So should the general HN group tendencies be considered in what's considered
controversial vs. what is just informative? Should the community focus on
discussions in areas of climate, wealth, race, sex, etc. be limited only to
the implementation details of the generally accepted HN point of view?

I do get what you're talking about. While I agree in with the premise of the
parent story, the article is clearly written to charge emotions moreso that
present rational arguments: I hate that bullshit. Personally, I'd prefer to be
a member of a ruthlessly "on-topic" professional technology community where
progressives, conservatives, etc. are expected to save their politics for
Facebook or Twitter and provide input on those topics for which they are best
qualified.
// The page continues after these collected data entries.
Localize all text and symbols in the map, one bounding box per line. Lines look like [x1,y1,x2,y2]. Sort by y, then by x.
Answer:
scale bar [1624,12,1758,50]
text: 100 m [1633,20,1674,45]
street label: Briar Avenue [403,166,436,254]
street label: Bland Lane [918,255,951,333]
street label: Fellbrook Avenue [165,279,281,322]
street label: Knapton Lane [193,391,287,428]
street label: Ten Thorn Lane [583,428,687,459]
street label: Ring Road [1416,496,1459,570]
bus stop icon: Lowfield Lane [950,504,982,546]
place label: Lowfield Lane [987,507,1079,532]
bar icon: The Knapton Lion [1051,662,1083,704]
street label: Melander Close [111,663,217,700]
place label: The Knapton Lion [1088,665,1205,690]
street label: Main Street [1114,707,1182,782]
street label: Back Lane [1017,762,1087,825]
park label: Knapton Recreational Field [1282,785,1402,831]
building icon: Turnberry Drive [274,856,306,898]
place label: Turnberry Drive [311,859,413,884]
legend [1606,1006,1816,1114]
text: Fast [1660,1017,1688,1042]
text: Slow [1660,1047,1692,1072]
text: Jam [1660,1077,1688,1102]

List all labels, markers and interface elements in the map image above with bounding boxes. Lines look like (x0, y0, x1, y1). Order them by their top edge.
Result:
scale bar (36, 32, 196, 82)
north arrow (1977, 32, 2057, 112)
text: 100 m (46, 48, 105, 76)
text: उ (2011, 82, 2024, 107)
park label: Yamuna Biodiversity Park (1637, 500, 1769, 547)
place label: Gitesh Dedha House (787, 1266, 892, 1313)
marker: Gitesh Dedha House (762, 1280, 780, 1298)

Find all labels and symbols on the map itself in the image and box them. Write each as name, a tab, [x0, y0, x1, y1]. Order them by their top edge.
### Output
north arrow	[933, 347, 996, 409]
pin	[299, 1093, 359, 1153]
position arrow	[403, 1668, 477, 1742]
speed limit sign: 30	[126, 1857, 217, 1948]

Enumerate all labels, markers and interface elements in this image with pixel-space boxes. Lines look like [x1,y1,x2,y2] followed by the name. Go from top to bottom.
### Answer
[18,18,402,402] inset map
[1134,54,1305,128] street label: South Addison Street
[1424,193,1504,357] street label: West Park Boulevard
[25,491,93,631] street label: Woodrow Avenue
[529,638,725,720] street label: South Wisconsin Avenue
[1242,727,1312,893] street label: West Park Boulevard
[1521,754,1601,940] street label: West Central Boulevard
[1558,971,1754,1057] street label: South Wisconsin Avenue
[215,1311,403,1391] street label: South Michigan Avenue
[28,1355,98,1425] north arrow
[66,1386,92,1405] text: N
Maybe it's too much to ask, though, because I ain't found such a
forum yet.

HN has a small amount of absolutely brilliant content/commentary that I've not
found elsewhere, as well as a larger dose of just OK content/commentary...
which keeps me coming back... which comes with a large portion of utter crap
which just becomes a big shit-show, and shows that this community of STEM
types which, frankly, likes to see itself as superior to the less enlightened,
broader public, really isn't any better at formulating ideas than that public
in areas outside their specific specialties. Oh, sure, the better education
means the quality of writing and rhetorical flare is also better... but that
doesn't mean that the actual ideas are less emotionally driven or more well
considered: just that the rationalizations are more nuanced than they might
otherwise be.

OK, stepping off the soap box. I will say, for my part, I use to get much more
caught up in the political discussions here and was wrong to do so. I've
stopped that bad behavior for the most part: I wasn't helping, I wasn't
changing minds, I was simply eroding the professional demeanor of the
community.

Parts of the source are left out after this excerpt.